### [Try it]
Copy out every line of the data exactly; do not include the images.

### [Provided information]
● ● ● ● ● ● ●

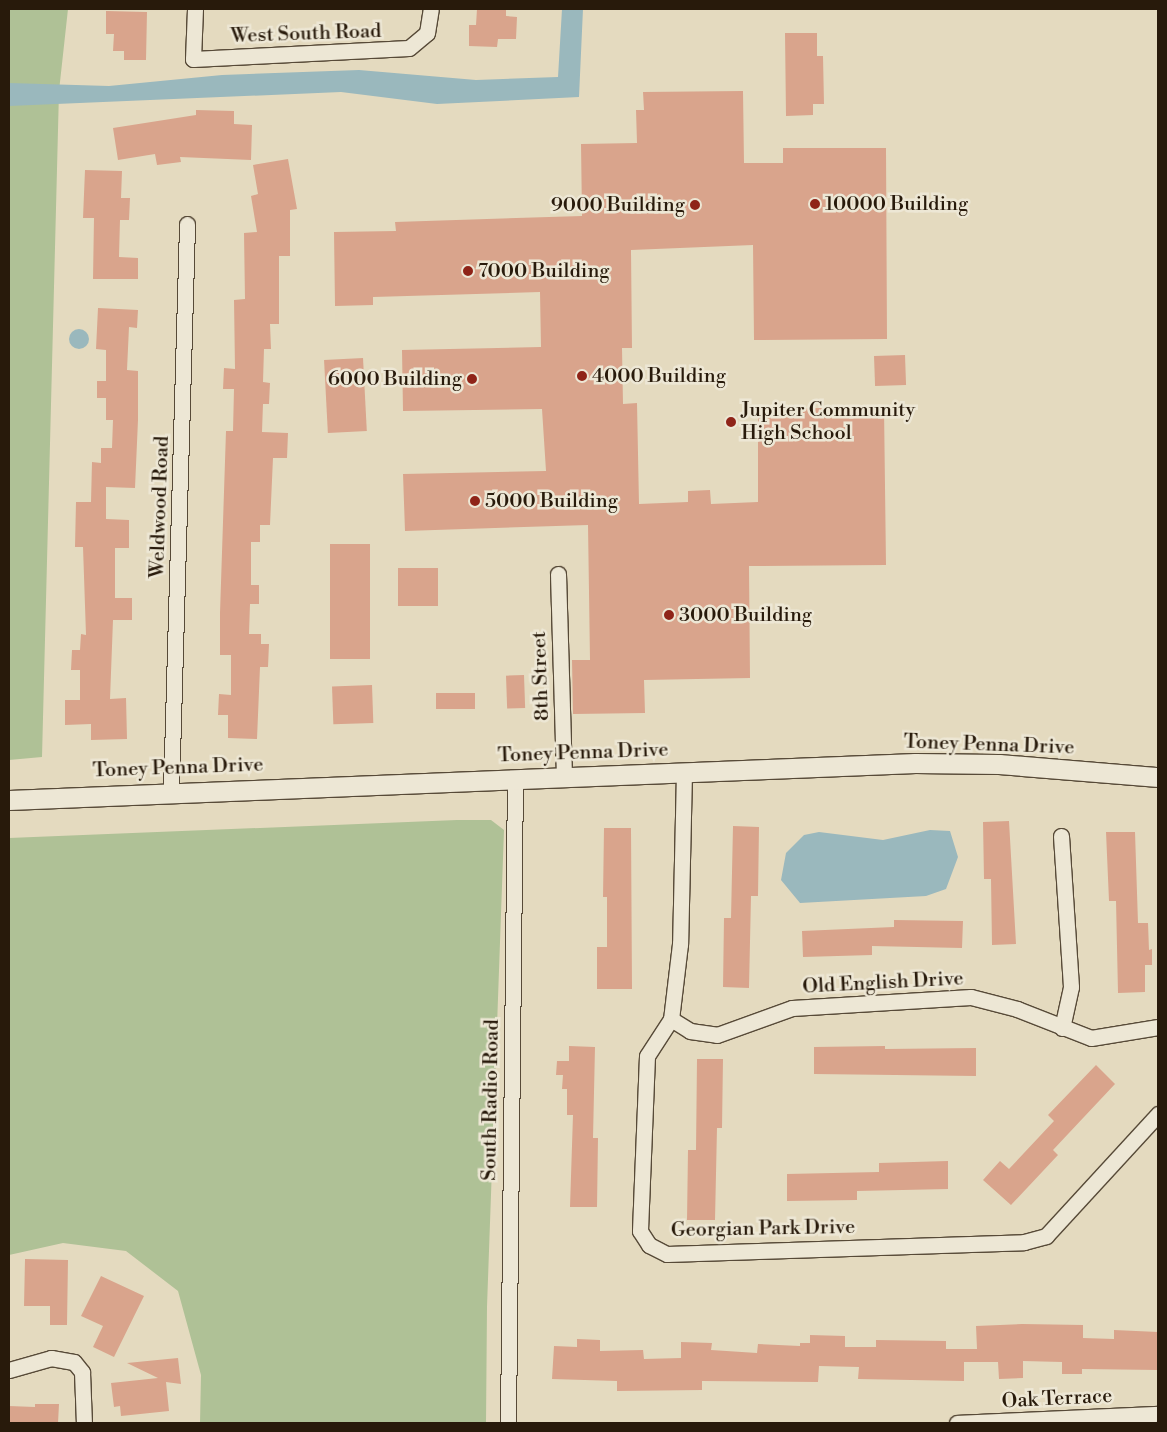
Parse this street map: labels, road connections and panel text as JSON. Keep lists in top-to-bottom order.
{
  "streets": {
    "street": [
      "West South Road",
      "Weldwood Road",
      "8th Street",
      "Toney Penna Drive",
      "Old English Drive",
      "South Radio Road",
      "Georgian Park Drive",
      "Oak Terrace"
    ]
  },
  "crossings": [
    ["Weldwood Road", "Toney Penna Drive"],
    ["8th Street", "Toney Penna Drive"],
    ["Toney Penna Drive", "South Radio Road"],
    ["Toney Penna Drive", "Georgian Park Drive"],
    ["Old English Drive", "Georgian Park Drive"]
  ],
  "places": [
    "10000 Building",
    "9000 Building",
    "7000 Building",
    "4000 Building",
    "6000 Building",
    "Jupiter Community High School",
    "5000 Building",
    "3000 Building"
  ]
}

● ● ● ● ● ● ●

### [Answer below]
Parse this street map: labels, road connections and panel text as JSON. Keep lists in top-to-bottom order.
{
  "streets": {
    "street": [
      "West South Road",
      "Weldwood Road",
      "8th Street",
      "Toney Penna Drive",
      "Old English Drive",
      "South Radio Road",
      "Georgian Park Drive",
      "Oak Terrace"
    ]
  },
  "crossings": [
    ["Weldwood Road", "Toney Penna Drive"],
    ["8th Street", "Toney Penna Drive"],
    ["Toney Penna Drive", "South Radio Road"],
    ["Toney Penna Drive", "Georgian Park Drive"],
    ["Old English Drive", "Georgian Park Drive"]
  ],
  "places": [
    "10000 Building",
    "9000 Building",
    "7000 Building",
    "4000 Building",
    "6000 Building",
    "Jupiter Community High School",
    "5000 Building",
    "3000 Building"
  ]
}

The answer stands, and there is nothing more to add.